Machine learning compilers and optimizers

PyTorch, TensorFlow, and other machine learning frameworks feature multi-dimensional arrays, which are built into Fortran. Reading this blog post, I wonder if these frameworks can be optimized better than Fortran for the calculations they do, and if so, why.

A friendly introduction to machine learning compilers and optimizers
Sep 7, 2021 • Chip Huyen

For example, the compute primitive of CPUs used to be a number (scalar), the compute primitive of GPUs used to be a one-dimensional vector, whereas the compute primitive of TPUs is a two-dimensional vector (tensor). However, many CPUs these days have vector instructions and some GPUs have tensor cores, which are 2-dimensional. Performing a convolution operator on a batch of 256 images x 3 channels x 224 W x 224 H will be very different with 1-dimensional vectors compared to 2-dimensional vectors. Similarly, you’d need to take into account different L1, L2, and L3 layouts and buffer sizes to use them efficiently.

There are two ways to optimize your ML models: locally and globally. Locally is when you optimize an operator or a set of operators of your model. Globally is when you optimize the entire computation graph end-to-end.

There are standard local optimization techniques that are known to speed up your model, most of them making things run in parallel or reducing memory access on chips. Here are three of the common techniques.

  • vectorization : given a loop or a nested loop, and instead of executing it one item at a time, use hardware primitives to operate on multiple elements that are contiguous in memory.
  • parallelization : given an input array (or n-dimensional array), divide it into different, independent work chunks, and do the operation on each chunk individually.
  • loop tiling : change the data accessing order in a loop to leverage hardware’s memory layout and cache.
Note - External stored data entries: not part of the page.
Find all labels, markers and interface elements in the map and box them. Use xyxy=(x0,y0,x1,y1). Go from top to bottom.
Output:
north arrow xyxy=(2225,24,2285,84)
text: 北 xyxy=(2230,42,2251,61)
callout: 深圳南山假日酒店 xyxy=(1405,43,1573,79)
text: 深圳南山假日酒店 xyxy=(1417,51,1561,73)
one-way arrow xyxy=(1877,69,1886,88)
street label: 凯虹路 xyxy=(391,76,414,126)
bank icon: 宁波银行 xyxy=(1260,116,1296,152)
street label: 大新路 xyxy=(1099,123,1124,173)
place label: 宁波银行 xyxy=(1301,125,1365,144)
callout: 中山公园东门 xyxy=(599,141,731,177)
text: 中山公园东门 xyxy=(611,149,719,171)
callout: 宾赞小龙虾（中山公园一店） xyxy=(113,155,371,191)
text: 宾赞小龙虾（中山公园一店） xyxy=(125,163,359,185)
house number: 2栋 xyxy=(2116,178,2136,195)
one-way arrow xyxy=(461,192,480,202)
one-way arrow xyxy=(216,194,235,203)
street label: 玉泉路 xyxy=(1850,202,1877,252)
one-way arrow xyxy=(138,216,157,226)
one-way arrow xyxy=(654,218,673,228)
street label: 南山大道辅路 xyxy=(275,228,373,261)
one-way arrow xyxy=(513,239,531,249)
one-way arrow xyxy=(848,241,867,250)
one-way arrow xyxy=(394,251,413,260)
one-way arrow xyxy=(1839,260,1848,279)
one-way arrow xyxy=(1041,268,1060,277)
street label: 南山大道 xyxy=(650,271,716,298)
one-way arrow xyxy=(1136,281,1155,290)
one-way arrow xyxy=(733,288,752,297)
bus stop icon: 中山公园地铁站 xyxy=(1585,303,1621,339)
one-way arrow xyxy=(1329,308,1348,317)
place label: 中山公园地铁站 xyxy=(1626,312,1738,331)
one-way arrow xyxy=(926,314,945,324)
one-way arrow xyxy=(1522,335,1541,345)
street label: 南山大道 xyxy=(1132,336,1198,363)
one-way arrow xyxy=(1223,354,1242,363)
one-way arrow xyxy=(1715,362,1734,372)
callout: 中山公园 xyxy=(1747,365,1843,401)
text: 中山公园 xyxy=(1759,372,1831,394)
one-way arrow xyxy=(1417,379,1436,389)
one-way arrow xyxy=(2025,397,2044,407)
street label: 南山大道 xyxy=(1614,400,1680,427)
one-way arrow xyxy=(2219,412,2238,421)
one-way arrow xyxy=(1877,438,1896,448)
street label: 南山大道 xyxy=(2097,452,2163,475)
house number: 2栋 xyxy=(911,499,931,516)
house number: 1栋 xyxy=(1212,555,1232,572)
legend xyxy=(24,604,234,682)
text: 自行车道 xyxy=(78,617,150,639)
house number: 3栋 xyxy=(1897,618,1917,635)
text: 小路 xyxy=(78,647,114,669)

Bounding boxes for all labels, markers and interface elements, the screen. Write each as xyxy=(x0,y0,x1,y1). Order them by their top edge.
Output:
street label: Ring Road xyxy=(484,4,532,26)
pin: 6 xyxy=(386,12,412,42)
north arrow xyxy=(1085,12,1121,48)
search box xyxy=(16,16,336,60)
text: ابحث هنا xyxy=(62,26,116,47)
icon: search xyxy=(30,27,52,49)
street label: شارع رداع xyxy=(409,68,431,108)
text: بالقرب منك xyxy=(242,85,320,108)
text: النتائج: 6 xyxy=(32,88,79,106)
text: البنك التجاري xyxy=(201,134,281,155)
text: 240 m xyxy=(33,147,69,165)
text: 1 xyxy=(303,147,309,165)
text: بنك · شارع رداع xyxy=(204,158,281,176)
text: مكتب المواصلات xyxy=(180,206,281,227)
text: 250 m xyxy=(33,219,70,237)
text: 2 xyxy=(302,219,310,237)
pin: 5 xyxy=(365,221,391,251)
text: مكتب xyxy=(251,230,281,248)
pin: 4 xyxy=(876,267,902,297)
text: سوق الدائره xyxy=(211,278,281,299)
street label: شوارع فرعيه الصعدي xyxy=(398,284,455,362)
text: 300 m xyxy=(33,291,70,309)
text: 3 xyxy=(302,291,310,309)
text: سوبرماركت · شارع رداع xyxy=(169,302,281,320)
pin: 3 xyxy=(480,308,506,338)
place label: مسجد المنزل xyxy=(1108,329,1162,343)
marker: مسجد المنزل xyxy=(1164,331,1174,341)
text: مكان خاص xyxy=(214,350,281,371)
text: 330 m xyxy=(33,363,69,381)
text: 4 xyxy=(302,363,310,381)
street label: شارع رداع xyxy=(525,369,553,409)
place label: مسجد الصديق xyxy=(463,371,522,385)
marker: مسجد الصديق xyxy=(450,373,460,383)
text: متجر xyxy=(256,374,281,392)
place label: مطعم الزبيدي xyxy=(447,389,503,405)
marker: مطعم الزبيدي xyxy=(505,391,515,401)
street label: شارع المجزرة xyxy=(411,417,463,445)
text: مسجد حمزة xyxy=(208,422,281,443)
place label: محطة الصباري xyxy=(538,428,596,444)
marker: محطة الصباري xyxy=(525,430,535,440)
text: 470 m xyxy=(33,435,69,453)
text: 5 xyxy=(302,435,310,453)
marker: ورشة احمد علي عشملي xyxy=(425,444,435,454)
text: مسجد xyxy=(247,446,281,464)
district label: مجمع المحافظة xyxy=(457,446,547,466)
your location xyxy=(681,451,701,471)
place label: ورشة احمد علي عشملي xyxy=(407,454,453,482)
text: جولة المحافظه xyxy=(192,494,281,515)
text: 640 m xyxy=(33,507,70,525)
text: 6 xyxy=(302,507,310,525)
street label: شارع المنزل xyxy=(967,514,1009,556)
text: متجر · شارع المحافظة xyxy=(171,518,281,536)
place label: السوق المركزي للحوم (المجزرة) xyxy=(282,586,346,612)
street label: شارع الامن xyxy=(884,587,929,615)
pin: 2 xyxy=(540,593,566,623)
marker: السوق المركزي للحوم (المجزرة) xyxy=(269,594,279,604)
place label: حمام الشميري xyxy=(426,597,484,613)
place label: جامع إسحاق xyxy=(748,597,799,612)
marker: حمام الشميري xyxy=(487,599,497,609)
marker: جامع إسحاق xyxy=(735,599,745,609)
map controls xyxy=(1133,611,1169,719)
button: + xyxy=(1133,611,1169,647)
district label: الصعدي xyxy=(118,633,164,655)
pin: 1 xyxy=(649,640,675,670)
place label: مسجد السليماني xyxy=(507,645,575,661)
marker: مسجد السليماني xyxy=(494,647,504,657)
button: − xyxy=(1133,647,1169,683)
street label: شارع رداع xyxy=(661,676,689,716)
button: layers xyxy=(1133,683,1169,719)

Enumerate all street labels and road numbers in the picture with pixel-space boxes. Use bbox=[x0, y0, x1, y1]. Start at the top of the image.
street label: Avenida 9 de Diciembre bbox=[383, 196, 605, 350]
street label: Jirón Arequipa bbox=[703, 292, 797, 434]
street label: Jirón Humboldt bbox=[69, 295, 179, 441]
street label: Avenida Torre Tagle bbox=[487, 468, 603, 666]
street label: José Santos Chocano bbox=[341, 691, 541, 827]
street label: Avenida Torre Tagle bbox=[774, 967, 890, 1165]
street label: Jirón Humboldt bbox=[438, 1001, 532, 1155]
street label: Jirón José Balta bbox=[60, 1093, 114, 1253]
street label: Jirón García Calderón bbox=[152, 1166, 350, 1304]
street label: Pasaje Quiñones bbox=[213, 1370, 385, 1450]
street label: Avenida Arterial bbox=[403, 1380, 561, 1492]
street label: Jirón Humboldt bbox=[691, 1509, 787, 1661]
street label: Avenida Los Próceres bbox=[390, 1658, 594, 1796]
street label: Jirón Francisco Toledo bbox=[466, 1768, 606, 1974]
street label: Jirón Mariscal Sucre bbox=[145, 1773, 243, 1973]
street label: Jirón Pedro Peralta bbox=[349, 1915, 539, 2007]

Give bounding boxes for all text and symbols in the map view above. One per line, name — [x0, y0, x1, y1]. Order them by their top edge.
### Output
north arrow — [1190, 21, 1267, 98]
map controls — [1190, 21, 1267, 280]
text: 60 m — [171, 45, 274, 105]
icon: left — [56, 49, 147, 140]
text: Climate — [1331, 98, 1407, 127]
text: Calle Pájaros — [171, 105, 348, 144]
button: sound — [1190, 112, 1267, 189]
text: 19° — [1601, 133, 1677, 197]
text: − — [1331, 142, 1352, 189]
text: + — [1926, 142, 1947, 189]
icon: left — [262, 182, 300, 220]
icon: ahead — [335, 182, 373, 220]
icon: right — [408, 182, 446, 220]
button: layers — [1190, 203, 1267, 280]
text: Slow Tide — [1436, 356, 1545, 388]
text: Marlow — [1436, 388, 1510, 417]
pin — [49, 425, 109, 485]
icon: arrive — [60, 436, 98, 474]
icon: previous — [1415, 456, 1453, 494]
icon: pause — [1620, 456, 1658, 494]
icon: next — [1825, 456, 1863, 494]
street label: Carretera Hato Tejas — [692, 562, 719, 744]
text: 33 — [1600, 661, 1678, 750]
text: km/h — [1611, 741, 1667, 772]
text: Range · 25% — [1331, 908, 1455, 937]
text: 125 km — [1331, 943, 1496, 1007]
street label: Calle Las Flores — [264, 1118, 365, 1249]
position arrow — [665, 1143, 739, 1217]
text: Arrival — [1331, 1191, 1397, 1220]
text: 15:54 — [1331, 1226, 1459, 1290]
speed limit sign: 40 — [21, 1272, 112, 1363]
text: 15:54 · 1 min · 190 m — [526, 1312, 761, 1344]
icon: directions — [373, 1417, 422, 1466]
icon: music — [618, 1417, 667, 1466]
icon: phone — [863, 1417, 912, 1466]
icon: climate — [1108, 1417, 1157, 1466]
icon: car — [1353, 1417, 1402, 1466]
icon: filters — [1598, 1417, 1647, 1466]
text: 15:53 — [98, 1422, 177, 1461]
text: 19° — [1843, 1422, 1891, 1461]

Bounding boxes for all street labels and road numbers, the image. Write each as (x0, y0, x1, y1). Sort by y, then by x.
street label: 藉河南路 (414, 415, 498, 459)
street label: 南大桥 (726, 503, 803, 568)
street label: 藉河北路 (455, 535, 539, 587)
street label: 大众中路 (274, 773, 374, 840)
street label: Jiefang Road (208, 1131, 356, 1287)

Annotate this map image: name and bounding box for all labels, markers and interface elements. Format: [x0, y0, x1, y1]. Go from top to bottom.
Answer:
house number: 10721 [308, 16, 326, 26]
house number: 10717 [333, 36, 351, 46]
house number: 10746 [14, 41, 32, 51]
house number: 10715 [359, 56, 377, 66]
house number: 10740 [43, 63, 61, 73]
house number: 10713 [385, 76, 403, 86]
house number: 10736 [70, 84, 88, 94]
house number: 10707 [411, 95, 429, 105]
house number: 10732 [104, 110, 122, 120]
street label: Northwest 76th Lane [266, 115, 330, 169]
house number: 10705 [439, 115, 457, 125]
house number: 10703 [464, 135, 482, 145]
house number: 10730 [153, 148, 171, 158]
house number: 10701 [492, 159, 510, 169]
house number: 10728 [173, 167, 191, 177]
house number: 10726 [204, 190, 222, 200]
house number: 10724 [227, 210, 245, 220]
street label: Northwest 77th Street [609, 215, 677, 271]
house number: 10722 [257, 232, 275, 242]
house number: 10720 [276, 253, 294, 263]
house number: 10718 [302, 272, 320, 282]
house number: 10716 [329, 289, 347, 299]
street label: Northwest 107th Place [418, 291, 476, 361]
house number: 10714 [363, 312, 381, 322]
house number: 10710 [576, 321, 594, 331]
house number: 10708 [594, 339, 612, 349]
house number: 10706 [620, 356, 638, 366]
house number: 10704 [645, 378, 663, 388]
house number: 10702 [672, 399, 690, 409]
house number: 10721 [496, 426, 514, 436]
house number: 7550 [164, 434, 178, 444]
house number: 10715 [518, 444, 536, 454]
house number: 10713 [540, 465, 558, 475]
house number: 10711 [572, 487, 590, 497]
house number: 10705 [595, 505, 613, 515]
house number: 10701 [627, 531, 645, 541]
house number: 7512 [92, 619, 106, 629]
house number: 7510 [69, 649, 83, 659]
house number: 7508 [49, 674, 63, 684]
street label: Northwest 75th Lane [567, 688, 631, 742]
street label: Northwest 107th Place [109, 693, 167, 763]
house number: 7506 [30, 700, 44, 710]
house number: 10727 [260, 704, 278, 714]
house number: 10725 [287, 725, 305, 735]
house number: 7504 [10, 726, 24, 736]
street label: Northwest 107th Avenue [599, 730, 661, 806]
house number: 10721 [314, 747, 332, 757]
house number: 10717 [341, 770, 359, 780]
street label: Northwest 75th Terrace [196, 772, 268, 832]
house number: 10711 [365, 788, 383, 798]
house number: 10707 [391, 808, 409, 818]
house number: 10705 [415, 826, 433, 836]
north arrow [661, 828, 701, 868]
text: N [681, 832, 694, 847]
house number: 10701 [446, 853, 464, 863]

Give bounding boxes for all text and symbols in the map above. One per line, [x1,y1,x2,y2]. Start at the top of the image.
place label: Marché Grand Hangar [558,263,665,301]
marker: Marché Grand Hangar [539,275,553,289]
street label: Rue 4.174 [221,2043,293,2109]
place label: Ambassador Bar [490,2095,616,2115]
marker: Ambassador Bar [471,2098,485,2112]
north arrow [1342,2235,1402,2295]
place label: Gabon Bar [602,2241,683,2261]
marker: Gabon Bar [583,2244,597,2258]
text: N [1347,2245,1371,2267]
This kind of optimization is hardware dependent. A good access pattern on CPUs is not a good access pattern on GPUs. See visualization below by Colfax Research.
  • operator fusion : fuse multiple operators into one to avoid redundant memory access. For example, two operations on the same array require two loops over that array; in a fused case – it is just a single loop. See an example below by Matthias Boehm.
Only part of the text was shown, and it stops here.